First of all, as I'm sure most of you reading this know, socialisation and socialising are two very, very, different things.  Socialising does not teach one how to socialise.  For instance, lets look at two very large contrasts here:
  1. Those who socialise with people who are negative to them, manipulative and who encourage actions that are unsociable are not going to teach your children the socialisation skills they will need to reach their full potential in this world. 
  2. Those people around them showing kindness, helping out in their community and full of gentleness and kindness will teach a child positive socialisation skills. 
Some people might come out of a bad situation and decide to be the opposite of the people but that is not the case all the time and the process is always a stressful one, one I would prefer my children don't experience if I can help it.
A lot of people ask us home educators, 'what about socialisation?' or worse state 'that's the only trouble with home education, the lack of socialisation!'  To be honest I see home education as a way of having a better social life.  One where children are brought up in a place where the parent can nurture their socialisation skills, helping them to grow into caring kind adults ready to put something positive into the community.  It is also an environment that is easier to remove children from negative situations.

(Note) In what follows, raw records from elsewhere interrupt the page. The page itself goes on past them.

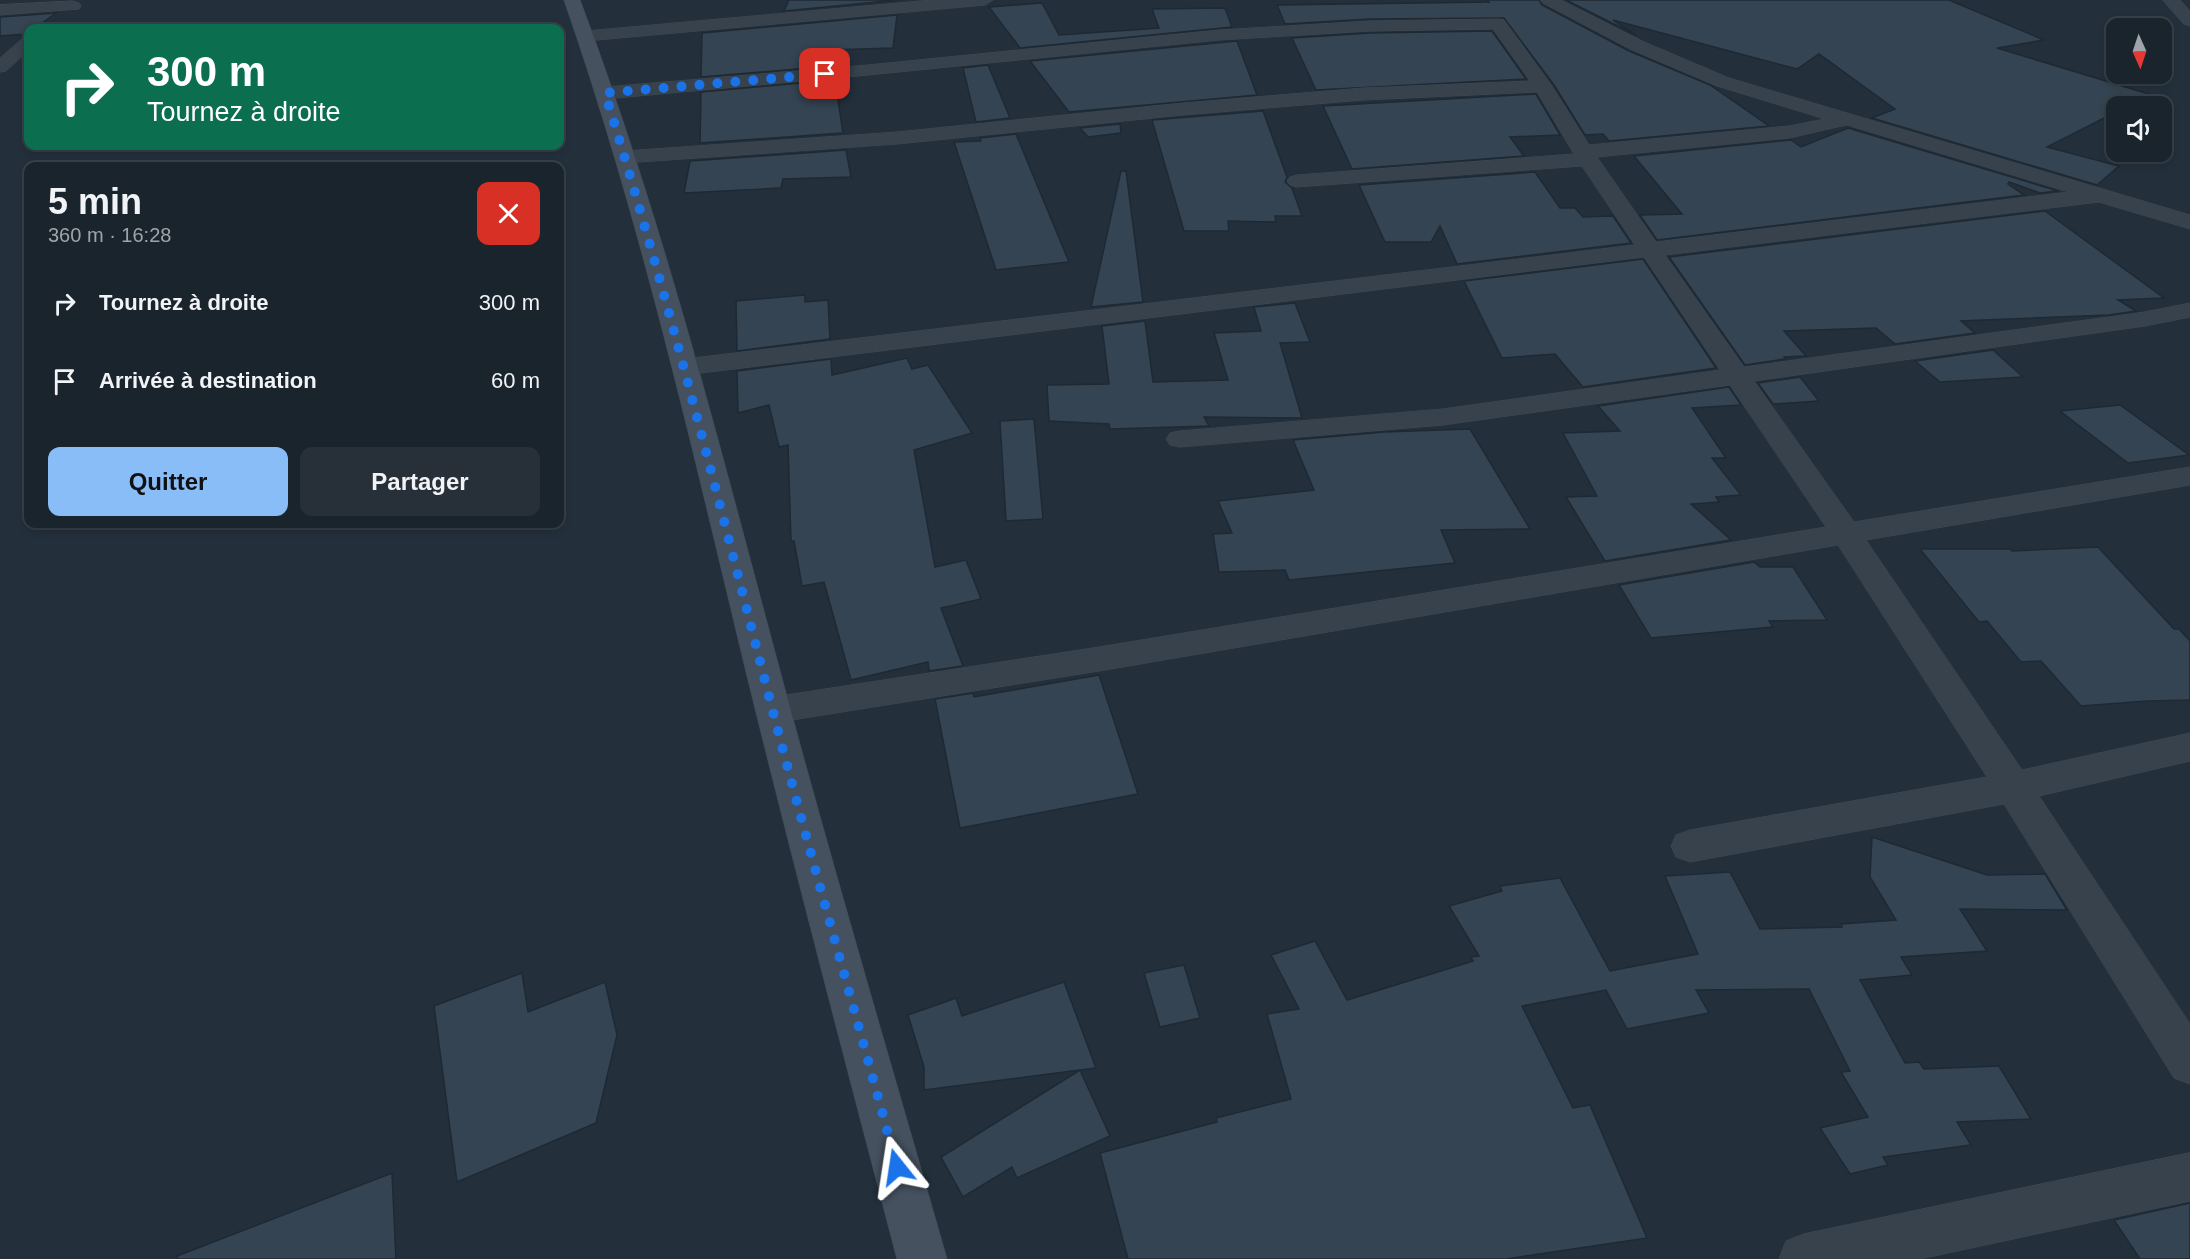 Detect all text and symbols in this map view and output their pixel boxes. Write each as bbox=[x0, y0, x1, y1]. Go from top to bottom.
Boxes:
north arrow bbox=[2106, 18, 2172, 84]
map controls bbox=[2106, 18, 2172, 162]
icon: right bbox=[48, 48, 126, 126]
text: 300 m bbox=[147, 48, 266, 95]
pin bbox=[799, 48, 850, 99]
icon: arrive bbox=[808, 57, 841, 90]
button: sound bbox=[2106, 96, 2172, 162]
text: Tournez à droite bbox=[147, 97, 341, 127]
text: 5 min bbox=[48, 181, 142, 222]
button: close bbox=[477, 182, 540, 245]
text: 360 m · 16:28 bbox=[48, 224, 171, 246]
icon: right bbox=[48, 287, 81, 320]
text: Tournez à droite bbox=[99, 290, 269, 315]
text: 300 m bbox=[479, 290, 540, 315]
icon: arrive bbox=[48, 365, 81, 398]
text: Arrivée à destination bbox=[99, 368, 317, 393]
text: 60 m bbox=[491, 368, 540, 393]
button: Quitter bbox=[48, 447, 288, 516]
button: Partager bbox=[300, 447, 540, 516]
position arrow bbox=[865, 1135, 929, 1199] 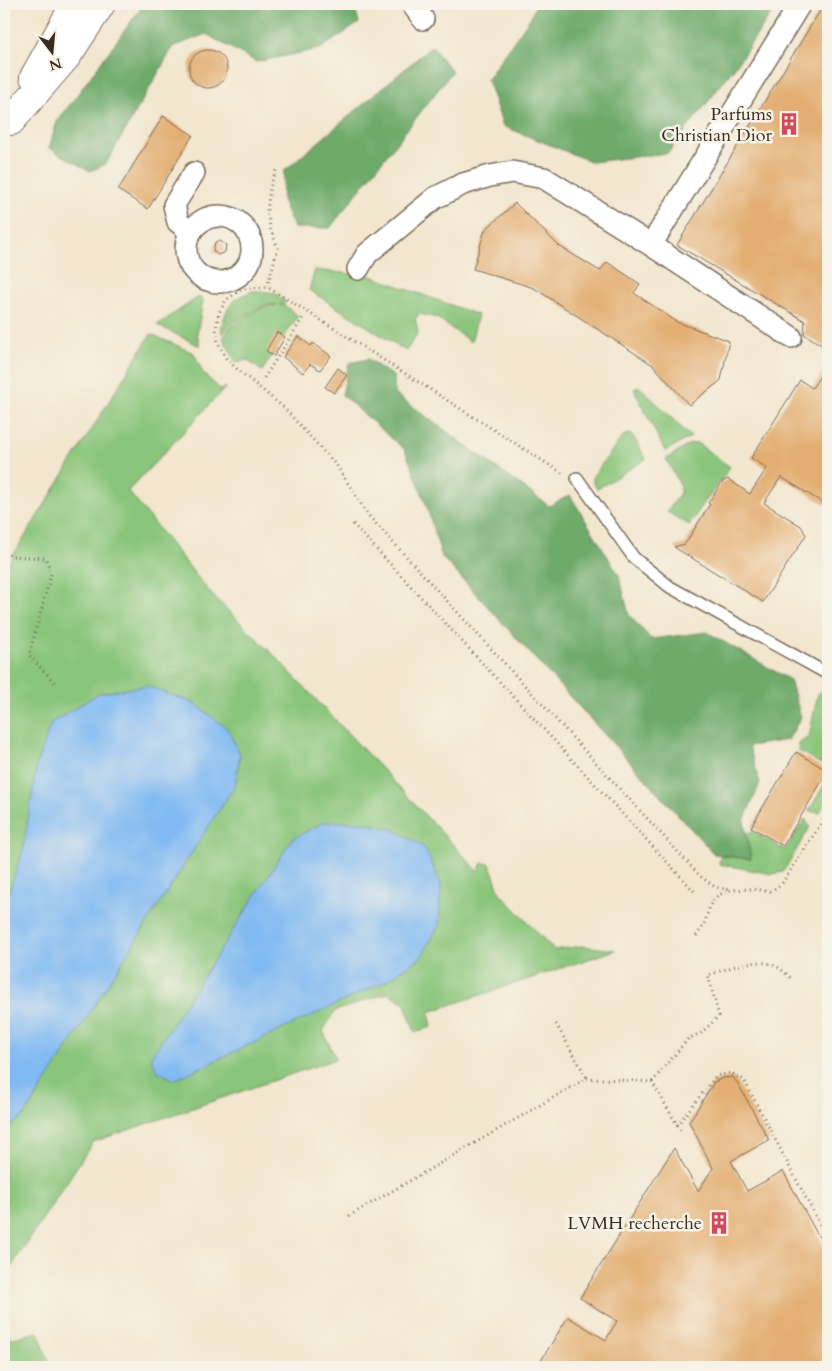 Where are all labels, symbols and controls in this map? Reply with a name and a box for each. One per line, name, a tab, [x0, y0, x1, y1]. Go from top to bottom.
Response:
north arrow	[28, 28, 78, 78]
text: N	[47, 53, 64, 75]
place label: Parfums Christian Dior	[661, 102, 772, 148]
building icon: Parfums Christian Dior	[776, 111, 802, 137]
building icon: LVMH recherche	[706, 1210, 732, 1236]
place label: LVMH recherche	[567, 1211, 702, 1236] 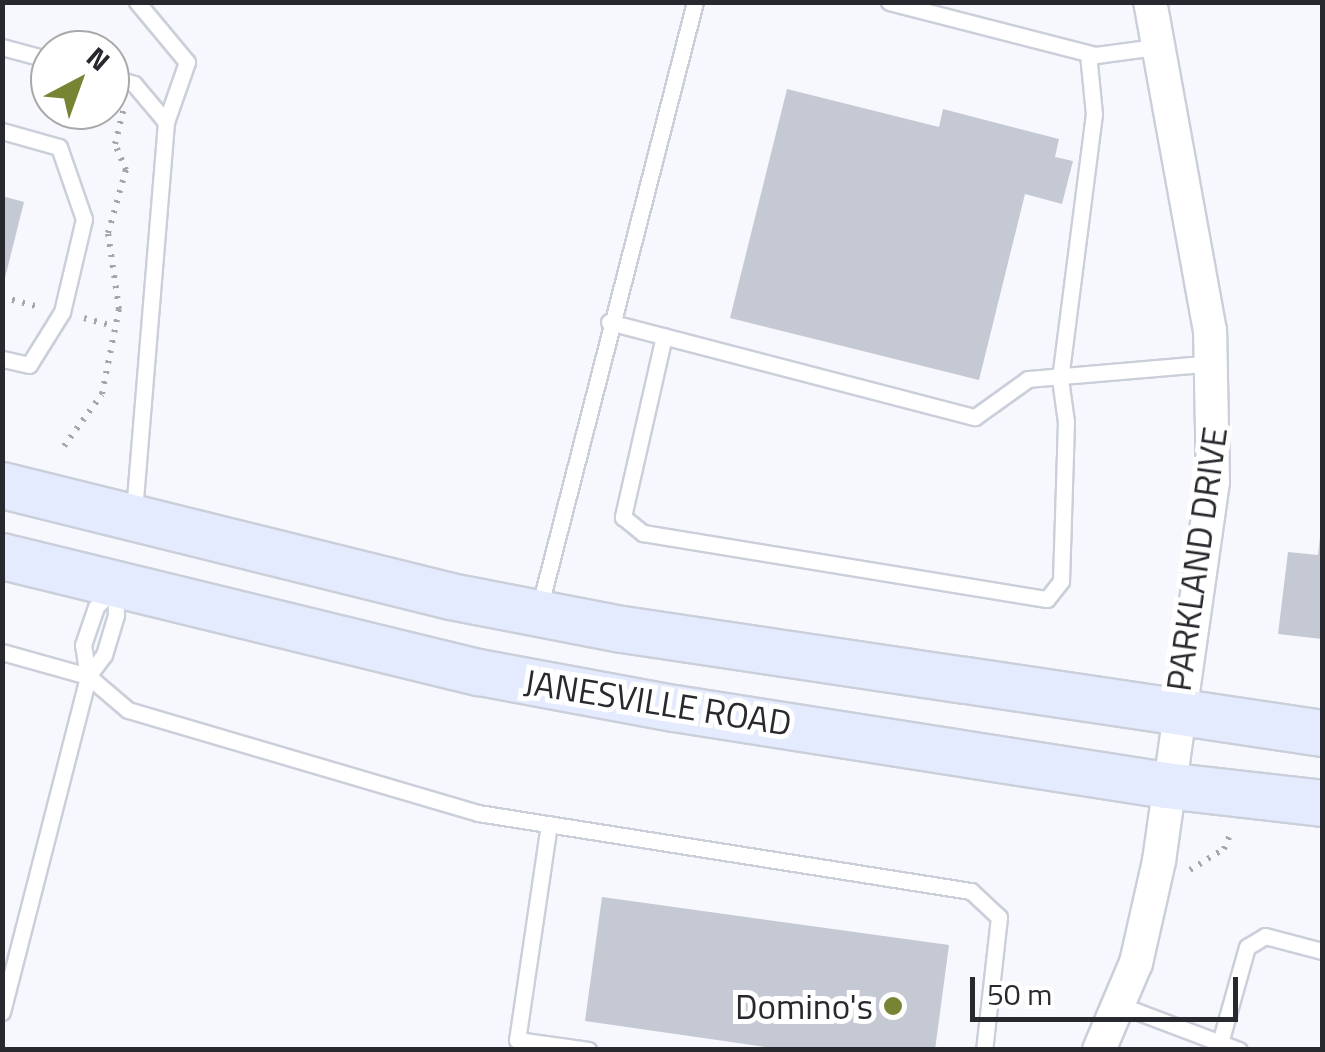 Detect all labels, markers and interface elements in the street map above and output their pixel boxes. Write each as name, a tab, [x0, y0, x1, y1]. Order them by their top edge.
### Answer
north arrow	[30, 30, 130, 130]
text: N	[77, 36, 120, 81]
street label: PARKLAND DRIVE	[1157, 424, 1235, 694]
street label: JANESVILLE ROAD	[521, 660, 795, 744]
scale bar	[975, 957, 1242, 1019]
text: 50 m	[987, 971, 1052, 1017]
place label: Domino's	[735, 985, 873, 1027]
marker: Domino's	[882, 995, 904, 1017] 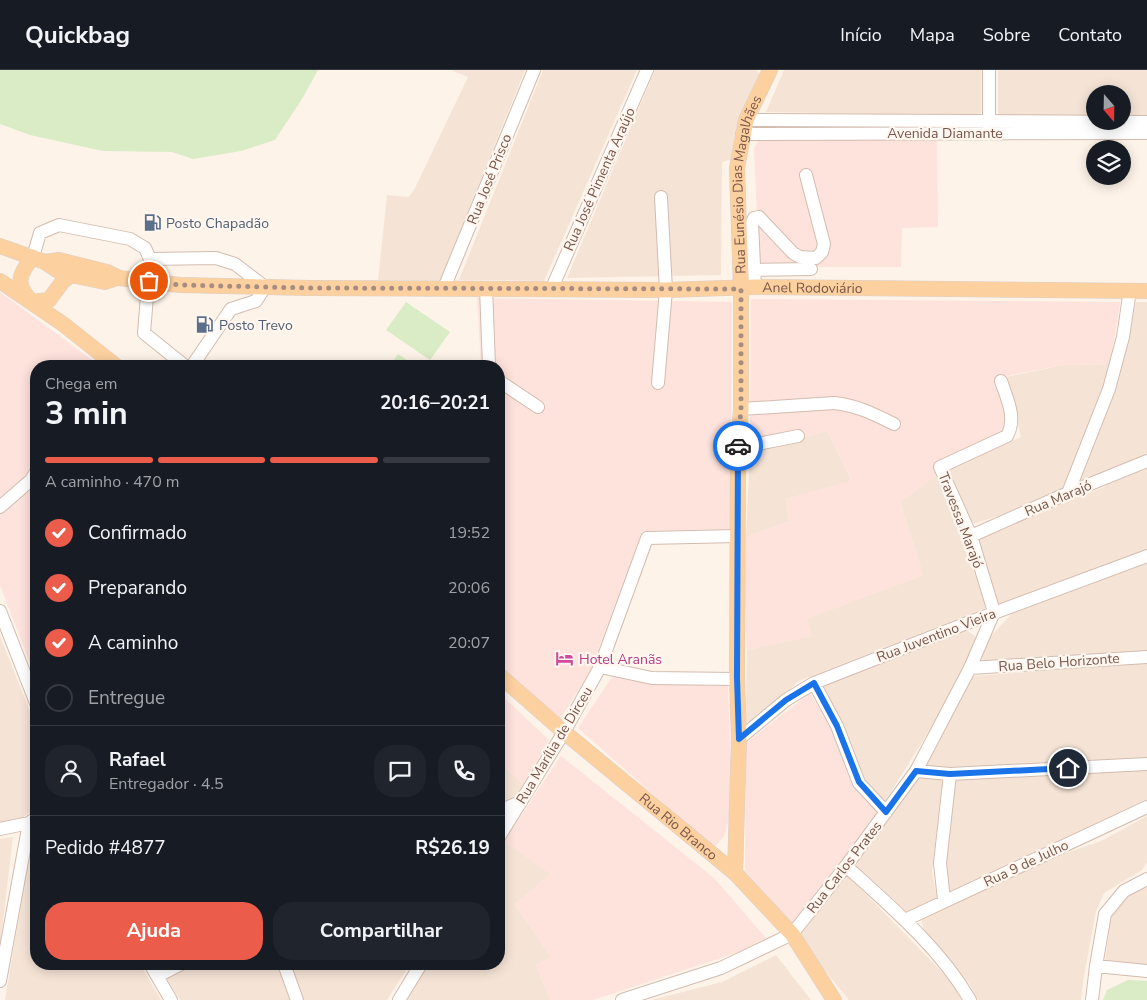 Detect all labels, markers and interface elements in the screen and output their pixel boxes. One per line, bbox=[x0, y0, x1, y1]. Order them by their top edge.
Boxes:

I really don't see how putting a child in a class room with 25 - 40 other children all of the same age and a teacher who doesn't love that child the way a parent does will ever be the best for my girls - never mind the things children often learn in a playground.  No, I think the socialisation skills my children learn from being home educated have a much greater chance of being positive ones.

That is without thinking about all the bullies in the playground - we all know they're there - what socialisation skills will a child pick up from being bullied exactly?  What socialisation skills with the child being bullied learn?  Not positive ones that is for certain.

It's not just children either, there are the adults around them; adults teaching children not only school subjects but their philosophises of life, sometimes ones that parents may completely disagree with, things they have no right to share but then again in their position it must feel only natural to feel this way.
 
Not only that but with all the pressures that are on teacher's heads these days, everybody seems so desperate to tick boxes, some teachers actions and words are not those we want our children to see.  Ok, as parents we have our off days but then we can spend time explaining our mistakes and cover them in kisses and cuddles to reassure they are loved and tell them that we are all human and make mistakes, teachers, who are also only human, simply can not do that.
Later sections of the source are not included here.